You will say goodbye to him the same way have embraced his life with love. Your care and love for him comes through in all your posts. However long he lives he has had a great life with you. Most of us have been for different reasons been at the same point as you are now and understand. You and your vet will know when its time. Enjoy him now. Love and kind wishes
I am so sorry. Sometimes knowing when to say goodbye is the kindest thing we can do for our beloved dogs.
Oh @AngelConradie I'm so sorry to hear. You've fought a hard battle for Riddick and have always had his best interests in mind so I don't doubt that you will manage to make to the right decision for him once again. Thinking of you xx
I'm so sorry. You will make the right decision for Riddick. You love him enough to let him go if that's what is best for him.

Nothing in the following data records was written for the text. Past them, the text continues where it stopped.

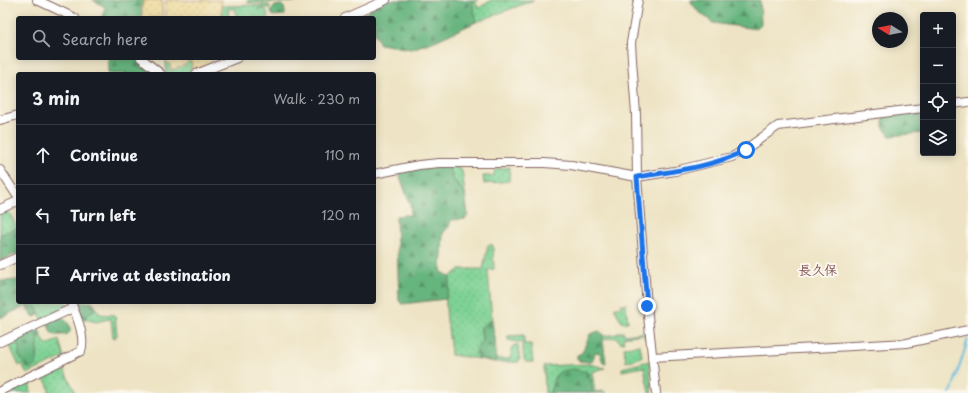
<!DOCTYPE html>
<meta charset="utf-8">
<style>
body{margin:0;font-family:"Playpen Sans","Klee One",sans-serif;background:#242831;color:#f1f3f6}
.controls{position:absolute;right:12px;top:12px;display:grid;overflow:hidden;border-radius:4px;box-shadow:0 2px 10px #0003}
.controls button{width:36px;height:36px;display:grid;place-items:center;padding:0;border:0;border-bottom:1px solid #363941;background:#171b24;color:#f1f3f6;font:20px sans-serif}
.compass{position:absolute;left:872px;top:12px;width:36px;height:36px;border-radius:50%;background:#171b24;box-shadow:0 2px 10px #0003;rotate:280deg}
.stop{position:absolute;width:12px;height:12px;margin:-9px;border:3px solid #1a73e8;border-radius:50%;background:#fff}
.stop.end{background:#1a73e8;border-color:#fff;box-shadow:0 1px 4px #0008}
.list{margin:0;padding:0;list-style:none}
h2{display:flex;justify-content:space-between;align-items:center;height:52px;margin:0;padding:0 16px;font-size:17px}
h2 small{font-size:13px;font-weight:400;color:#9ea1a6}
.list li{display:grid;grid-template-columns:26px 1fr auto;gap:12px;align-items:center;box-sizing:border-box;height:60px;padding:0 16px;border-top:1px solid #363941}
.list b{display:block;font-size:15px;white-space:nowrap}
.list em{font-size:13px;font-style:normal;color:#9ea1a6}
.icon{flex:none;width:22px;height:22px;fill:none;stroke:currentColor;stroke-width:2;stroke-linecap:round;stroke-linejoin:round}
.map{position:relative;flex:none;width:968px;height:393px;overflow:hidden}
.search{position:absolute;background:#171b24;box-shadow:0 2px 10px #0003;left:16px;top:16px;width:360px;height:44px;display:flex;align-items:center;gap:10px;box-sizing:border-box;padding:0 14px;border-radius:4px;color:#9ea1a6;font-size:15px}
.panel{position:absolute;background:#171b24;box-shadow:0 2px 10px #0003;left:16px;top:72px;width:360px;height:232px;border-radius:4px}
.map>svg:first-child{display:block}
.grass{fill:url(#grass-dots);stroke:#647860}
.forest{fill:url(#forest-firs);stroke:#586a54}
.sand{fill:url(#sand-dots);stroke:#9c7c64}
.lines{fill:none;stroke-linecap:round;stroke-linejoin:round}
.stream{stroke:#65bfe2;stroke-width:2}
.minor-casing{stroke:#836461;stroke-width:10}
.minor{stroke:#fff;stroke-width:8}
.route{stroke:#1a73e8;stroke-width:5}
.labels{text-anchor:middle;stroke-width:4;stroke-linejoin:round;paint-order:stroke}
.neighbourhood-label{font-size:13px;font-weight:bold;fill:#7a494f;stroke:#fbf7ec}
</style>
<div class="map">
<svg width="968" height="393" viewBox="0 0 968 393">
<defs>
<pattern id="grass-dots" width="8" height="8" patternUnits="userSpaceOnUse"><rect width="8" height="8" fill="#7ed294"/><path d="M2 2h.1M6 6h.1" fill="none" stroke="#6eb480" stroke-width="1.8" stroke-linecap="round"/></pattern>
<pattern id="forest-firs" width="22" height="20" patternUnits="userSpaceOnUse"><rect width="22" height="20" fill="#66b47e"/><path d="M5 1l3.5 6h-7zM16 11l3.5 6h-7z" fill="#569267"/></pattern>
<pattern id="sand-dots" width="8" height="8" patternUnits="userSpaceOnUse"><rect width="8" height="8" fill="#eeda9e"/><path d="M2 2h.1M6 6h.1" fill="none" stroke="#cebb88" stroke-width="1.8" stroke-linecap="round"/></pattern>
</defs>
<rect width="100%" height="100%" fill="#fbf7ec"/>
<filter id="ink" filterUnits="userSpaceOnUse"><feTurbulence type="fractalNoise" baseFrequency=".025" numOctaves="2"/><feDisplacementMap in="SourceGraphic" scale="8" xChannelSelector="R" yChannelSelector="G"/><feConvolveMatrix kernelMatrix="1 2 1 2 8 2 1 2 1" color-interpolation-filters="sRGB"/></filter>
<filter id="wash" filterUnits="userSpaceOnUse"><feTurbulence type="fractalNoise" baseFrequency=".012" numOctaves="4" result="noise"/><feDisplacementMap in="SourceGraphic" scale="16" xChannelSelector="R" yChannelSelector="G"/><feGaussianBlur stdDeviation="0.9" result="paint"/><feColorMatrix in="noise" values="0 0 0 0 0 0 0 0 0 0 0 0 0 0 0 0 0 1.4 0 .05"/><feComposite in="paint" operator="in"/></filter>
<g filter="url(#wash)">
<rect width="100%" height="100%" fill="#eee4c5"/>
<g class="grass">
<polygon points="248,0 297,0 295,2 248,3"/>
<polygon points="473,0 478,0 475,2 479,8 491,0 534,0 474,23 476,19 472,2"/>
<polygon points="269,5 270,8 258,8 258,9 265,9 267,11 268,18 236,18 236,9 228,9 229,18 222,18 221,6"/>
<polygon points="188,61 192,62 190,74 166,74 166,62 170,64 171,70"/>
<polygon points="446,166 460,168 462,171 465,193 453,179 450,168"/>
<polygon points="510,167 509,181 484,184 483,176 494,176 494,172 496,169"/>
<polygon points="8,210 17,228 0,235 0,213"/>
<path d="M488,245H493L494,269L488,270L492,320C477,328 481,326 482,341L476,349V355L480,359L451,355C450,338 445,315 446,299C447,291 450,285 450,277L461,269H483Z"/>
<polygon points="48,302 66,302 68,307 42,320 39,312 35,305 36,303 44,304"/>
<polygon points="621,304 626,304 628,322 622,322 615,310 615,307 621,307"/>
<polygon points="95,306 100,314 115,315 117,335 115,338 113,337 111,320 109,319 96,322 84,319 89,313 95,309"/>
<polygon points="38,328 46,345 59,340 64,357 27,374 22,364 19,366 8,342"/>
<path d="M618,332H624L625,335L647,332V338L645,339L643,334L623,337L624,343L620,342C617,335 609,338 603,340L602,336L617,334Z"/>
<polygon points="524,335 524,344 531,344 533,362 526,362 524,360 522,343 508,340 508,336"/>
<polygon points="514,345 518,345 520,360 518,362 494,362 496,359 509,359 511,356 511,349"/>
<polygon points="640,345 642,357 626,362 624,348 625,347"/>
<polygon points="649,361 652,393 649,393 644,367 622,371 622,368"/>
<polygon points="589,364 605,368 592,372 595,392 604,391 606,393 594,393 592,392 591,379 555,376 550,393 545,393 544,366"/>
<path d="M62,366L75,391L72,393H49C49,387 47,381 42,378L32,381L30,385L31,393H0L57,367L58,368Z"/>
</g>
<g class="forest">
<polygon points="93,0 144,0 142,6 142,18 102,18 105,7"/>
<polygon points="383,0 473,0 472,2 476,19 474,23 435,41 411,49 380,44 374,34 374,18 365,18 363,15"/>
<polygon points="691,0 760,0 761,24 756,29 713,23 698,11 691,2"/>
<path d="M281,5C285,7 285,10 285,15L273,16L270,11L275,6Z"/>
<polygon points="108,58 147,58 160,74 108,74"/>
<polygon points="923,113 923,133 890,136 883,127 883,116"/>
<path d="M446,166L449,168L453,179L465,193L468,215L465,219L451,220L449,227L443,233L441,271L450,277C450,285 447,292 446,299L402,304L399,301L396,216L404,215H410L411,207L399,174L401,171Z"/>
<polygon points="17,228 18,231 18,253 0,261 0,235"/>
<polygon points="18,280 18,302 48,302 44,304 36,303 36,308 40,314 35,317 33,316 26,306 0,318 0,281"/>
<polygon points="73,302 92,302 95,306 95,309 89,313 84,319 81,318"/>
<path d="M59,317C66,319 71,324 70,332C67,335 65,335 61,335C50,336 52,333 47,323Z"/>
<path d="M492,320L494,336L495,337L496,359L494,362L480,359L476,355V349L482,341C482,326 476,328 492,320Z"/>
<path d="M38,328L41,334C40,337 38,341 38,344C37,353 40,365 30,369L26,367L19,356V346L15,340L17,336Z"/>
<polygon points="599,331 602,333 606,363 603,363 600,353 595,352 593,360 591,362 579,361 577,359 577,355 582,353 590,334"/>
<path d="M574,369L587,372L591,379L592,392L594,393H550C555,375 554,371 574,369Z"/>
</g>
<g class="sand">
<polygon points="144,0 162,0 162,18 142,18 142,6"/>
<polygon points="166,0 221,0 222,18 166,18"/>
<polygon points="166,58 211,58 212,66 190,74 192,62 188,61 185,65 171,70 170,64 166,62"/>
</g>
<g class="lines">
<polyline class="stream" points="950,393 952,390 968,339"/>
</g>
</g>
<g filter="url(#ink)">
<g class="lines">
<defs>
<g id="minor">
<polyline points="37,0 75,18"/>
<polyline points="638,0 631,43 632,60 636,114 637,177 647,306 656,393"/>
<polyline points="345,18 386,0"/>
<polyline points="141,58 161,74"/>
<polyline points="196,74 237,58"/>
<polyline points="953,104 968,102"/>
<polyline points="0,120 18,115"/>
<polyline points="0,170 18,197"/>
<polyline points="374,174 419,165 439,163 544,163 571,165 637,177 675,171 732,157 746,149 778,126 923,108"/>
<polyline points="0,209 18,201"/>
<polyline points="0,265 18,257"/>
<polyline points="0,342 73,308"/>
<polyline points="652,357 907,343 968,330"/>
<path d="M0,391L81,351C86,337 76,315 71,302"/>
</g>
</defs>
<use href="#minor" class="minor-casing"/>
<use href="#minor" class="minor"/>
</g>
</g>
<g class="lines" filter="url(#ink)">
<path class="route" d="M647,306L637,177C673,171 714,167 746,150"/>
</g>
<g class="labels">
<g class="neighbourhood-label">
<text x="818" y="275">長久保</text>
</g>
</g>
</svg>
<div class="controls">
<button>+</button>
<button>−</button>
<button><svg class="icon" aria-label="locate" viewBox="0 0 24 24"><circle cx="12" cy="12" r="6"/><path d="M12 2v4M12 18v4M2 12h4M18 12h4"/></svg></button>
<button><svg class="icon" aria-label="layers" viewBox="0 0 24 24"><path d="M12 4l9 5-9 5-9-5zM3 14l9 5 9-5"/></svg></button>
</div>
<svg class="compass" viewBox="-18 -18 36 36"><path d="M0-13l5 13h-10z" fill="#e53935"/><path d="M0 13l5-13h-10z" fill="#9ea1a6"/></svg>
<div class="stop" style="left:746px;top:150px"></div>
<div class="stop end" style="left:647px;top:306px"></div>
<div class="search"><svg class="icon" aria-label="search" viewBox="0 0 24 24"><circle cx="10" cy="10" r="6"/><path d="M15 15l6 6"/></svg>Search here</div>
<section class="panel">
<h2>3 min<small>Walk · 230 m</small></h2>
<ul class="list">
<li><svg class="icon" aria-label="ahead" viewBox="0 0 24 24"><path d="M12 20V5M6 11l6-6 6 6"/></svg><div><b>Continue</b></div><em>110 m</em></li>
<li><svg class="icon" aria-label="left" viewBox="0 0 24 24"><path d="M17 20v-9H6M10 6l-5 5 5 5"/></svg><div><b>Turn left</b></div><em>120 m</em></li>
<li><svg class="icon" aria-label="arrive" viewBox="0 0 24 24"><path d="M6 21V4h12l-3 4 3 4H6"/></svg><div><b>Arrive at destination</b></div></li>
</ul>
</section>
</div>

Thinking of you xx
Trying to pretend I'm not waiting for the phone to ring... I probably won't get any of the test results before Monday. He's been so much better today - touch wood! I keep waiting for him to look and act poorly. Apart from being so skinny, he's so happy and playful and lovable! It just doesn't compute! I found myself thinking that I want to have a party for him this weekend and spoil him with all kinds of yummy food and treats, but they will just make him sick and nauseous.

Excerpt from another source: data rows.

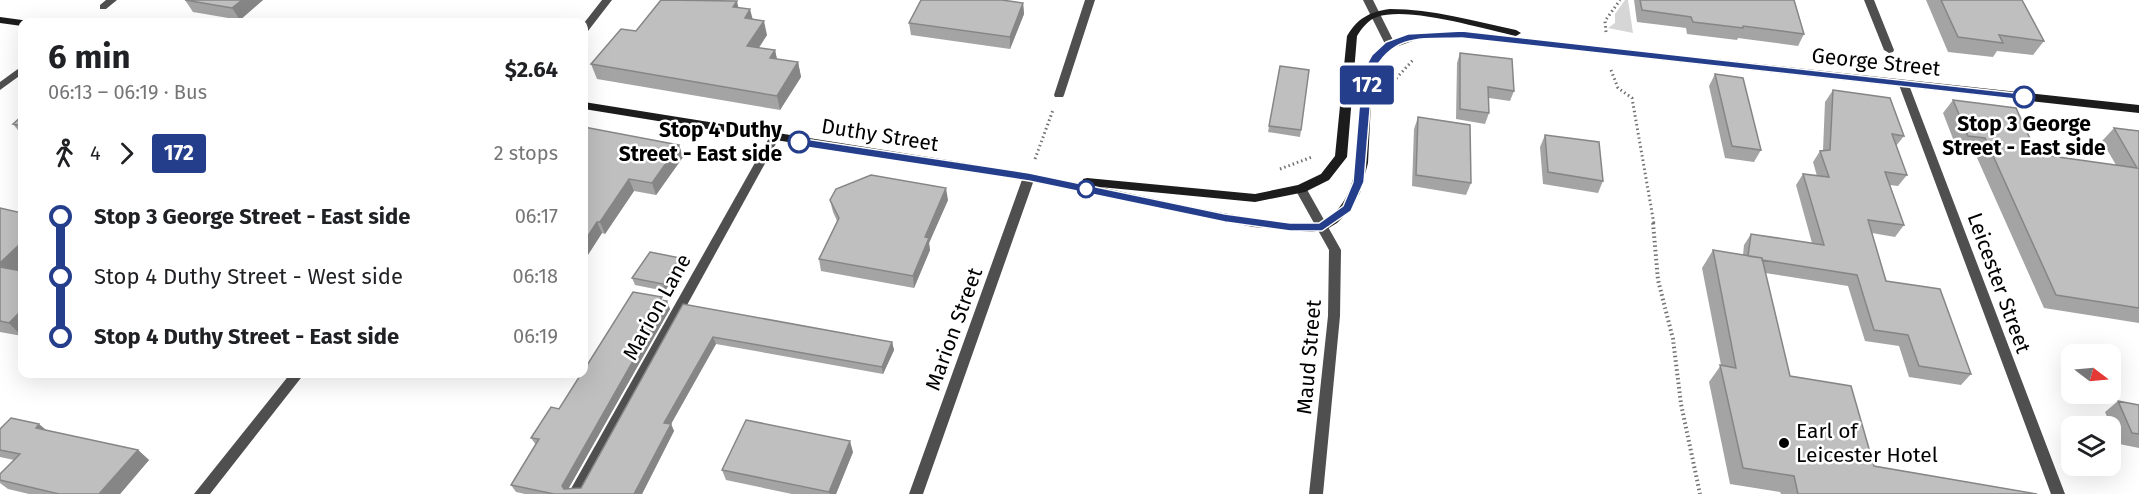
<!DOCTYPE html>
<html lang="en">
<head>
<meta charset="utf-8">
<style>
  :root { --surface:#fff; --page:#f6f6f6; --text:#202124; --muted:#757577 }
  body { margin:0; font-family:"Fira Sans",sans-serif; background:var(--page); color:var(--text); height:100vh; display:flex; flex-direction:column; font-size:22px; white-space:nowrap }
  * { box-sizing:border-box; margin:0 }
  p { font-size:20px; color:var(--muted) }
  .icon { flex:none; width:33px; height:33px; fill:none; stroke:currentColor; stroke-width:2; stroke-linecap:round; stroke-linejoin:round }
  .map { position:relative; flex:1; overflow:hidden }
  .side { position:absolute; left:18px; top:18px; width:570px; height:360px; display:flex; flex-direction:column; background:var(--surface); border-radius:12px; box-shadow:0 6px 24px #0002 }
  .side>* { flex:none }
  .badge { padding:0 12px; border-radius:4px; font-size:21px; line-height:39px }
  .needle { width:39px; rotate:106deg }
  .controls { position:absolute; left:2061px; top:344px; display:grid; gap:12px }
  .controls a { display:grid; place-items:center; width:60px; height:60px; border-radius:12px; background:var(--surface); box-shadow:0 6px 24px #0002; font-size:30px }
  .map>.badge { position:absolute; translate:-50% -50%; box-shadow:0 0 0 3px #fff }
  .legs { display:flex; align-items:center; gap:9px; height:66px; padding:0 30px; font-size:20px }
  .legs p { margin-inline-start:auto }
  .summary { display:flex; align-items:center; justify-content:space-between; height:102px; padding:0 30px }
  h1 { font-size:33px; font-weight:700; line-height:45px }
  ul { padding:0 30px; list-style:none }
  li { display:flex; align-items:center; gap:21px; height:60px; font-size:22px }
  li i { display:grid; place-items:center; width:9px; height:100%; margin:0 8px; background:currentColor }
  li i::after { content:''; width:15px; height:15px; margin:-8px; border:4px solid; border-radius:50%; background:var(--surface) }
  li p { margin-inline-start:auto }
  li:first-child i { background:linear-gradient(#0000 50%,currentColor 0) }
  li:last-child i { background:linear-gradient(currentColor 50%,#0000 0) }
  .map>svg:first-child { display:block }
  .green { fill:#d6d6d6 }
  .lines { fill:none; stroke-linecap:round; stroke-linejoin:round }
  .path-far1 { stroke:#717171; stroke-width:3; stroke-dasharray:1.5 3; stroke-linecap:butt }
  .path { stroke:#717171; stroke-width:4; stroke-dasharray:1.5 3; stroke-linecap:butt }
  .lane { fill:#4f4f4f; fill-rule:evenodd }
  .street { fill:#4f4f4f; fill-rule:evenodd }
  .secondary { fill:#1c1c1c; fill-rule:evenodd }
  .wall { fill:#a4a4a4 }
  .shaded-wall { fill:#868686 }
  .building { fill:#bfbfbf; stroke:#868686; stroke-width:1.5 }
  .line-1 { fill:#243e8c; stroke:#fff; stroke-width:1.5 }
  .stop-1-dot { fill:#fff; stroke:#243e8c; stroke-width:3 }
  .poi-dot { fill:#000; stroke:#fff; stroke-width:2 }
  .labels { text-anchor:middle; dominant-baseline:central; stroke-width:5; stroke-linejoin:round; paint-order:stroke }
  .street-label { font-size:21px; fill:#000; stroke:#fff }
  .stop-label { font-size:21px; font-weight:bold; fill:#000; stroke:#fff }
  .poi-label { font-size:21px; fill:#000; stroke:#fff; text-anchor:start }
</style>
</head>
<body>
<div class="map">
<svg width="2139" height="494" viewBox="0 0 2139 494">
  <rect width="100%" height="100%" fill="#fff"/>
  <path class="green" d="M1625 0H1628L1633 33 1608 28 1615 23V14Z"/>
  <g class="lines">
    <path class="path-far1" d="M1606 32 1605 21 1620 0
      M1611 70 1618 88 1632 98 1654 224
      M1390 85 1413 60
      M1035 159 1053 110
      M1280 169 1312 157"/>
    <path class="path" d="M1653 223 1658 280 1673 339 1681 404 1700 494"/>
    <path class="lane" d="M774 134 779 138 583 494H568L769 138Z"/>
    <path class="street" d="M106 0H117L106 9H100V5Z
      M602 0H612L588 31 584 32V23Z
      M1085 0H1095L1064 95 1063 97H1055L1054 95Z
      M1363 0H1373L1395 44 1394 46H1386Z
      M1864 0H1874L1894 50 1893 52 1889 53 1884 50Z
      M22 66V74L0 90V82Z
      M1904 82 1909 85 2065 494H2051L1899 85Z
      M1029 173 1035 177 923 494H909L1023 177Z
      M1301 185 1305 186 1341 250 1340 316 1323 494H1309L1328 316 1329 250 1295 189Z
      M290 374H304L210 494H194Z"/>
    <path class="secondary" d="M1390 9C1433 9 1474 21 1516 30L1521 33 1516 36C1482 29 1409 6 1377 17 1368 20 1362 28 1357 36L1347 157 1329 180 1305 192 1255 202 1100 187C1155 199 1210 212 1266 220 1282 223 1304 227 1320 222 1327 220 1333 214 1338 209 1377 165 1339 71 1386 43 1407 31 1439 33 1462 32L2139 105V113L1462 38 1418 39 1393 48 1379 62 1372 82 1368 163 1360 193 1349 211 1337 223 1327 229 1312 232 1253 227 1028 181 584 109V102L972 164 1082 184 1083 179 1087 178 1255 194 1298 185 1321 174 1335 156 1347 36C1358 18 1369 12 1390 9Z
      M0 17 22 20 27 22H22V26L0 23Z"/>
  </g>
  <path class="wall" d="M185 0H263L240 20 193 12Z
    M1634 0H1794L1804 34 1798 46 1738 38 1737 40 1687 34 1686 28 1637 22Z
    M1926 0H2022L2044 41 2033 55 1997 51 1993 57 1948 52Z
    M1023 3 1024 14 1010 49 911 35 909 23Z
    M738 8 752 19 767 35 759 48 775 50 777 59 798 62 801 77 780 110 597 79 591 64 636 31Z
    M1460 53 1514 91 1510 101 1489 98V113L1485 124 1456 119 1457 63Z
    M1280 66 1301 130 1300 137 1268 132Z
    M1715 74 1761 150 1754 162 1725 158 1709 86Z
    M1833 90 1904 136 1896 146 1907 175 1898 186 1890 185 1904 225 1895 237 1872 233 1886 281 1971 374 1961 385 1909 377 1899 346 1865 341 1848 286 1765 273 1790 376 1874 466 2037 494H1781L1780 492 1730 484 1709 382 1721 365 1702 268 1713 250 1743 255 1744 245 1751 234 1812 243 1796 185 1803 174 1817 176 1813 162 1820 151 1823 150 1825 102Z
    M1953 100 2037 154 2116 165 2102 141 2114 128 2139 131V323L2044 308 1974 151 1957 149 1943 113Z
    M22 116V135L13 124Z
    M1418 117 1471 183 1466 195 1412 186 1414 129Z
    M584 127 679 145 683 157 656 195 634 191 605 234 602 233 584 261Z
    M1545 135 1603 181 1598 193 1543 184 1540 147Z
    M830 200H948L929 243 930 250 914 288 821 271 819 259 837 221 833 212Z
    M0 208 21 271H22V336L0 332Z
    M682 264 665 291 635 285 632 278Z
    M663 301 670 309 568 489 581 488 683 304 892 342 894 350 883 374 716 344 671 424 674 431 642 494H525L516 492 511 485 536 445 531 438Z
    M2118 401 2139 405V448L2119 444 2105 412Z
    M0 429 45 430 138 450 149 460 120 494H29L8 489 0 483V474L14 460 0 457Z
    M853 452 836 494H792L726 480 722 470Z"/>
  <path class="shaded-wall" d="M242 0H263L240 20 232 8Z
    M737 1 740 15 733 7Z
    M1023 3 1024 14 1010 49V37Z
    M750 9 754 24 745 18Z
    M764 21 767 35 750 60 747 46Z
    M775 50 778 65 770 58Z
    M798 62 801 77 780 110 777 96Z
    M679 145 683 157 656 195 652 183Z
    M629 179 634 191 605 234 600 222Z
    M946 188 948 200 929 243 930 250 914 288 913 276 925 237Z
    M597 222 602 233 584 261V242Z
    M22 242V269L11 280 0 269V263Z
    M680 258 682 264 665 291 663 284Z
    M667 301 670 309 566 493 562 486Z
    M22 310V336L9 323Z
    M713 337 716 344 671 424 674 431 642 494H634L664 423Z
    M892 342 894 350 883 374 882 367Z
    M39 424 51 434 36 428Z
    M850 441 853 452 836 494H830L829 492Z
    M138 450 149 460 120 494H99Z"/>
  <path class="building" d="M185 0H242L232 8Z
    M661 0 737 1 733 7 750 9 745 18 764 21 747 46 775 50 770 58 798 62 777 96 591 64 621 29 636 31Z
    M921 0H1002L1023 3 1010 37 909 23Z
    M1640 0H1794L1804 34 1743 26V28L1693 22 1691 17 1642 10Z
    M1941 0H2022L2044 41 1999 35 2003 43 1958 37Z
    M1460 53 1512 59 1514 91 1488 87 1489 113 1460 109Z
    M1280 66 1309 70 1301 130 1269 126Z
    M1715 74 1743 78 1761 150 1732 146Z
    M1833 90 1890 98 1904 136 1892 134 1907 175 1885 172 1904 225 1868 220 1886 281 1940 289 1971 374 1919 366 1908 335 1874 330 1857 275 1762 260V258L1748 256 1751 234 1824 245 1803 174 1829 177 1820 151 1830 150Z
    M1953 100 2016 108 2037 154 2137 168 2114 128 2139 131V308L2056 295 1985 138 1968 136Z
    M22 116V126L13 124Z
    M1418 117 1470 125 1471 183 1416 175Z
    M584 127 679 145 652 183 629 179 600 222H597L584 242Z
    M1545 135 1599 142 1603 181 1548 172Z
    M871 175 946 188 925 237 929 238 913 276 819 259 839 218 830 200 836 189Z
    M0 208 22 213V242L0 263Z
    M1713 250 1762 258 1790 376 1851 386 1874 466 2037 494H1798L1794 476 1743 468 1720 365 1736 368Z
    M650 252 680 258 663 284 632 278Z
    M0 267 22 271V310L9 323 0 321Z
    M633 292 662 297 660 300 667 301 562 486 564 489 581 488 683 304 892 342 882 367 713 337 664 423 671 424 634 494H554L511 485 539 439 531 438 551 407 559 409 581 374H584V370Z
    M2118 401 2139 405V434L2132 433Z
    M11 418 39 424 36 428 138 450 99 494H59L0 480V474L20 454 0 450V429Z
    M746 420 850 441 829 492 722 470Z"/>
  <path class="line-1" d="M1462 31 2024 94 2029 97 2024 100 1462 38C1423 39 1393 33 1373 73L1364 182 1351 211 1322 231H1290L1225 222 1029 181 799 146 794 142 799 138 1029 173 1225 214 1290 223H1319L1343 206 1353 182 1362 73 1372 55 1386 42 1408 34Z"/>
  <g class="stop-1-dot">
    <circle cx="2024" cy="97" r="10"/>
    <circle cx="799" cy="142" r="10"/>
    <circle cx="1086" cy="189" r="8"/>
  </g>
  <circle class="poi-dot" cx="1784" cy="443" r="6"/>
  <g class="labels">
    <g class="street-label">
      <text transform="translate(1876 62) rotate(6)">George Street</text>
      <text transform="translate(880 135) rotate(9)">Duthy Street</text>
      <text transform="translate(1999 283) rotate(70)">Leicester Street</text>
      <text transform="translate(657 307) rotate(-61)">Marion Lane</text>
      <text transform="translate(954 329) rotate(-70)">Marion Street</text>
      <text transform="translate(1309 357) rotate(-85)">Maud Street</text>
    </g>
    <g class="stop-label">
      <text x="2024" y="124">Stop 3 George<tspan x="2024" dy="24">Street - East side</tspan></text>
      <text x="782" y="130" text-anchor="end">Stop 4 Duthy<tspan x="782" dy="24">Street - East side</tspan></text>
    </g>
    <g class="poi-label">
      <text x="1796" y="431">Earl of<tspan x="1796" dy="24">Leicester Hotel</tspan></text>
    </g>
  </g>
</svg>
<div class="controls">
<a><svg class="needle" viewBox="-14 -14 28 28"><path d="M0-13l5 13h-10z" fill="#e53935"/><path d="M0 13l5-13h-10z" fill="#757577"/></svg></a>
<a><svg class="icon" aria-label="layers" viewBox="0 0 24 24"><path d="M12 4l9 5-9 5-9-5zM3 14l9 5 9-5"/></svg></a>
</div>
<b class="badge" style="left:1367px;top:85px;background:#243e8c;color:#fff">172</b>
<section class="side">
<div class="summary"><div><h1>6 min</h1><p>06:13 – 06:19 · Bus</p></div><b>$2.64</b></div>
<div class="legs"><svg class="icon" aria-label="walk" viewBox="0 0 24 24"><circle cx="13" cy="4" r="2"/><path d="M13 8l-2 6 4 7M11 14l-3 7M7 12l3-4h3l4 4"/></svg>4<svg class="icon" aria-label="forward" viewBox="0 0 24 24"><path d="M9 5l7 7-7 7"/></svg><b class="badge" style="background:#243e8c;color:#fff">172</b><p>2 stops</p></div>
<ul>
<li><i style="color:#243e8c"></i><b>Stop 3 George Street - East side</b><p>06:17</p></li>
<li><i style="color:#243e8c"></i><span>Stop 4 Duthy Street - West side</span><p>06:18</p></li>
<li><i style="color:#243e8c"></i><b>Stop 4 Duthy Street - East side</b><p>06:19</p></li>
</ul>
</section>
</div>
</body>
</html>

I was just going over our day and I realised he hasn't drunk much water... Usually he's first at the bowl every time we go outside. This worries me a lot.
Okay. So. I know we are waiting for test results which we will prolly only get on Monday or Tuesday, but whatever the results, I know this will be my last weekend with my precious pickle, I just haven't been able to actually say it out loud yet. Even if its something we can try to fix with meds or supplements, it will take time. And even though my Riddick is so much himself again most of the time - chuffing at me and playing and following me around - he isn't acting sick or miserable, he's not right. We were up from 11h30 to 2am again with him pacing and vomiting and eating grass, when his stomach was finally empty (which is why he's so nauseous - his food isn't moving through his digestive system) he could sleep. If he would let me I would just sit and hold him all the time. He's my baby. How do I say goodbye? He's not even six years old.
Oh Angel, my heart goes out to you. What an impossible situation you are in. Poor Riddick. Thankfully he has you to shower him with so much love and affection - what a beautiful photo you posted above.